We collected, analysed and critically interpreted 2000-2016 Italian national infant immunization coverage trends, by different vaccine, target population, and by Region. Data were provided by the Directorate General for Prevention of the Italian Ministry of Health.
In 2016, none of the mandatory or recommended vaccines reached the 95% national coverage target set in the PNPV. Weighted average national coverage for currently mandatory vaccines (against Polio, Tetanus, Diphtheria, Hepatitis B) and other antigens included in the hexavalent vaccine (Pertussis, and Haemophilus influenzae type b) ranged between 93.0% for Hepatitis B and 93.7% for Tetanus; it was lower for Measles, Mumps and Rubella vaccines (87.2%), pneumococcal (88.4%) and meningococcal C conjugate vaccines (80.7%), with a high degree of heterogeneity by Region. Both hexavalent and MMR vaccines coverage rates have been decreasing in the last years, respectively from 2012 (-2.8%) and from 2010 (-3.6%).
Further efforts are needed to increase vaccine uptake in Italy, to improve data collection and reporting, as well as to fight the growing phenomenon of the vaccine hesitancy so that PNPV's objectives and targets can be met in the near future.
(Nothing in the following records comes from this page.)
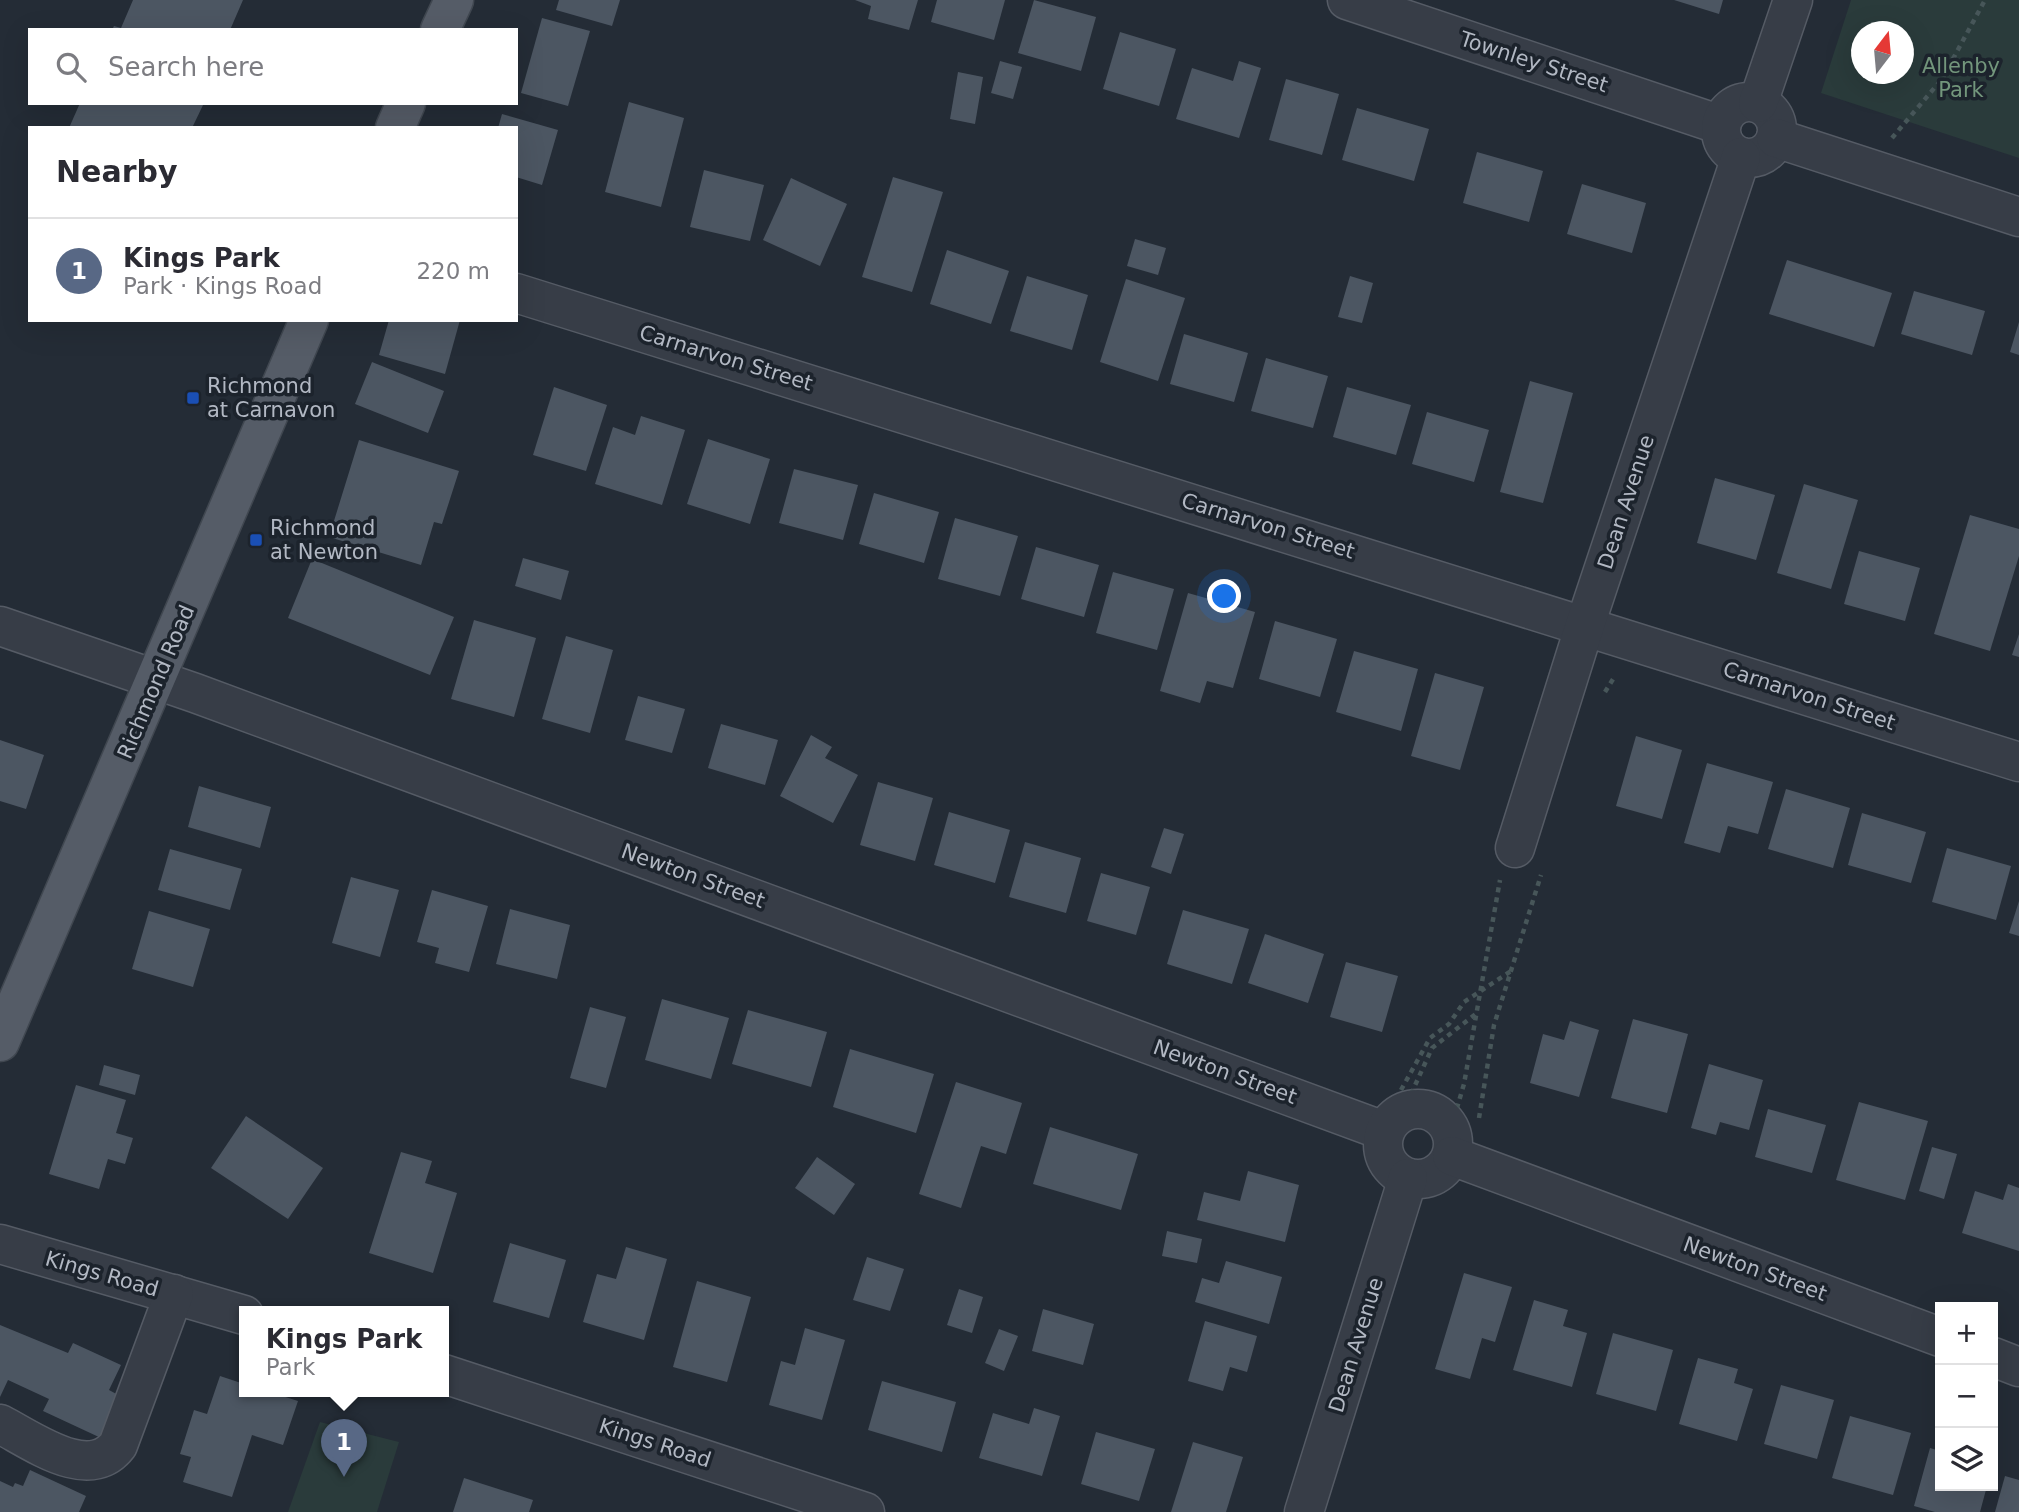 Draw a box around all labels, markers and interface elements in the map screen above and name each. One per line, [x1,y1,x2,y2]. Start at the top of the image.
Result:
north arrow [1851,21,1914,84]
street label: Townley Street [1456,26,1611,97]
search box [28,28,518,105]
icon: search [52,48,90,86]
text: Search here [108,52,264,82]
park label: Allenby Park [1922,54,2000,102]
text: Nearby [56,154,178,189]
text: Kings Park [123,243,280,273]
text: 1 [71,258,87,284]
text: 220 m [416,258,490,284]
text: Park · Kings Road [123,273,322,299]
street label: Carnarvon Street [637,320,815,396]
place label: Richmond at Carnavon [207,374,335,422]
marker: Richmond at Carnavon [185,390,201,406]
street label: Dean Avenue [1593,432,1659,572]
street label: Carnarvon Street [1179,488,1357,564]
place label: Richmond at Newton [270,516,378,564]
marker: Richmond at Newton [248,532,264,548]
your location [1207,579,1241,613]
street label: Richmond Road [113,602,199,762]
street label: Carnarvon Street [1720,657,1898,735]
street label: Newton Street [618,839,768,913]
street label: Newton Street [1150,1035,1300,1109]
street label: Newton Street [1680,1232,1830,1306]
street label: Kings Road [43,1246,161,1302]
street label: Dean Avenue [1324,1275,1388,1415]
map controls [1935,1302,1998,1491]
button: + [1935,1302,1998,1365]
popup [239,1306,449,1397]
text: Kings Park [266,1324,422,1354]
text: Park [266,1354,315,1380]
button: − [1935,1365,1998,1428]
street label: Kings Road [596,1414,714,1472]
pin: 1 [321,1419,367,1477]
button: layers [1935,1428,1998,1491] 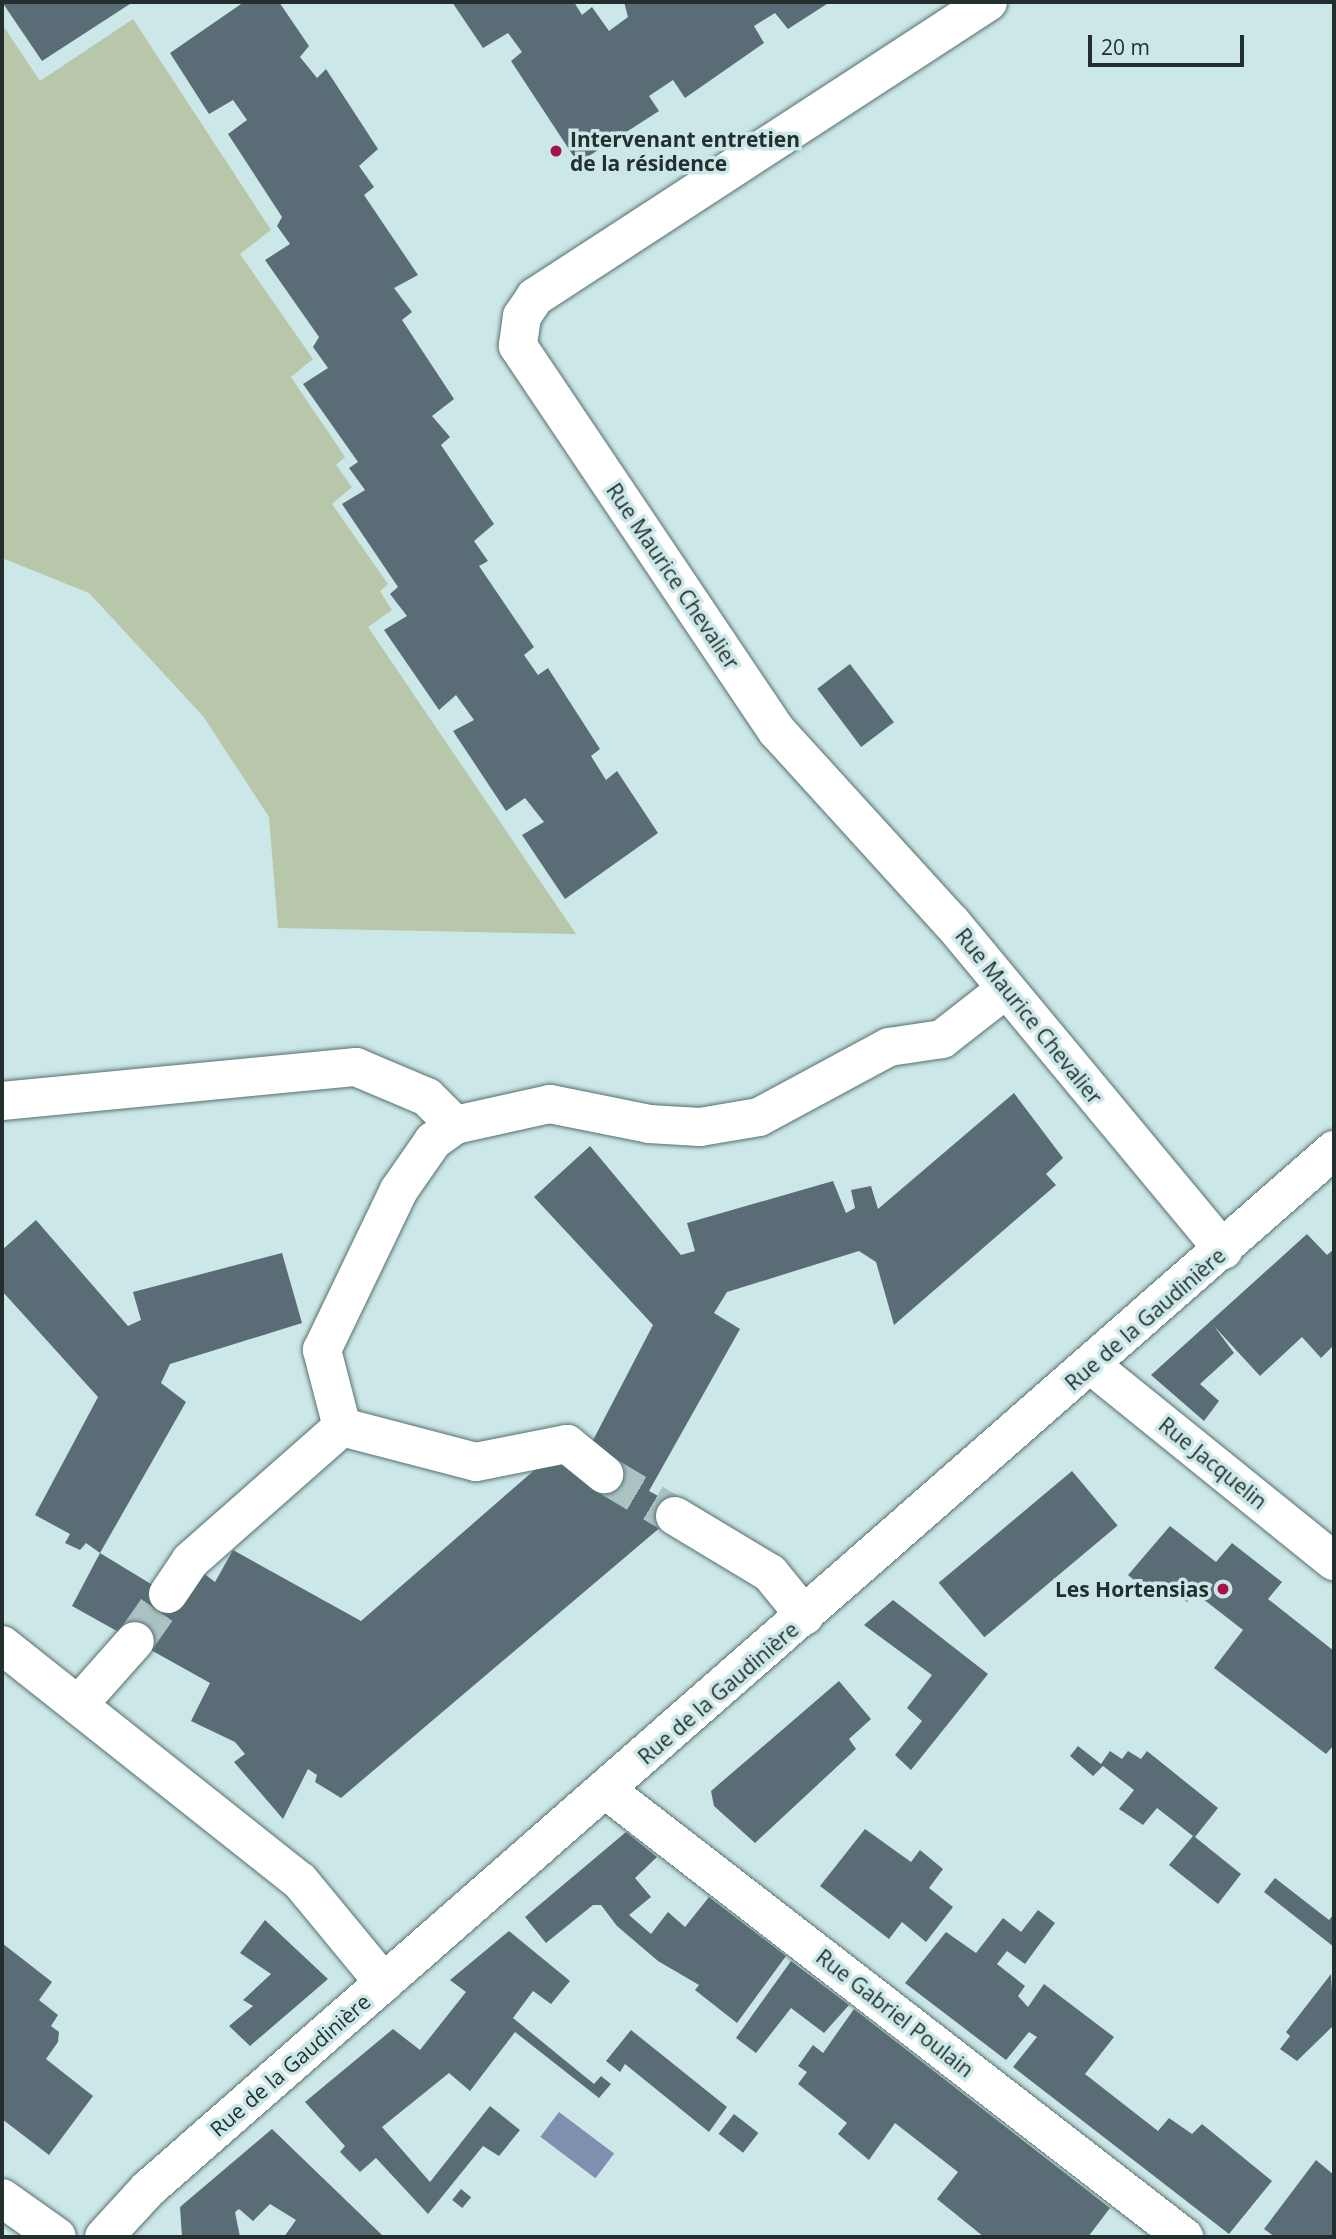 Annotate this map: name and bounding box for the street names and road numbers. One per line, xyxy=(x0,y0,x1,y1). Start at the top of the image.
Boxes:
street label: Rue Maurice Chevalier xyxy=(601,478,745,674)
street label: Rue Maurice Chevalier xyxy=(950,923,1108,1109)
street label: Rue de la Gaudinière xyxy=(1060,1243,1230,1395)
street label: Rue Jacquelin xyxy=(1154,1412,1272,1514)
street label: Rue de la Gaudinière xyxy=(633,1617,803,1769)
street label: Rue Gabriel Poulain xyxy=(811,1944,979,2082)
street label: Rue de la Gaudinière xyxy=(205,1989,375,2141)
在意大利,国家级免疫政策包含在《国家免疫预防计划》(PNPV)中,其最新版本——2017 - 2019年PNPV——于2017年2月最终获批。覆盖率是衡量免疫体系绩效的关键指标;它可为国家和地区政策的实施监测提供信息并提供支持,还能衡量旨在提高疫苗接种率的干预措施的影响。
我们收集、分析并审慎解读了2000 - 2016年意大利全国婴儿免疫接种覆盖率趋势,按不同疫苗、目标人群和地区进行分析。数据由意大利卫生部预防总局提供。
2016年,没有一种强制或推荐疫苗达到PNPV设定的95%的全国覆盖率目标。当前强制疫苗(针对脊髓灰质炎、破伤风、白喉、乙型肝炎)以及六价疫苗中包含的其他抗原(百日咳和b型流感嗜血杆菌)的加权平均全国覆盖率在乙型肝炎的93.0%至破伤风的93.7%之间;麻疹、腮腺炎和风疹疫苗(87.2%)、肺炎球菌疫苗(88.4%)和C群脑膜炎球菌结合疫苗(80.7%)的覆盖率较低,且地区间存在高度异质性。在过去几年中,六价疫苗和MMR疫苗的覆盖率均呈下降趋势,分别从2012年起下降了2.8%,从2010年起下降了3.6%。
意大利需要进一步努力提高疫苗接种率,改善数据收集和报告工作,并应对疫苗犹豫现象的不断增加,以便在不久的将来实现PNPV的目标。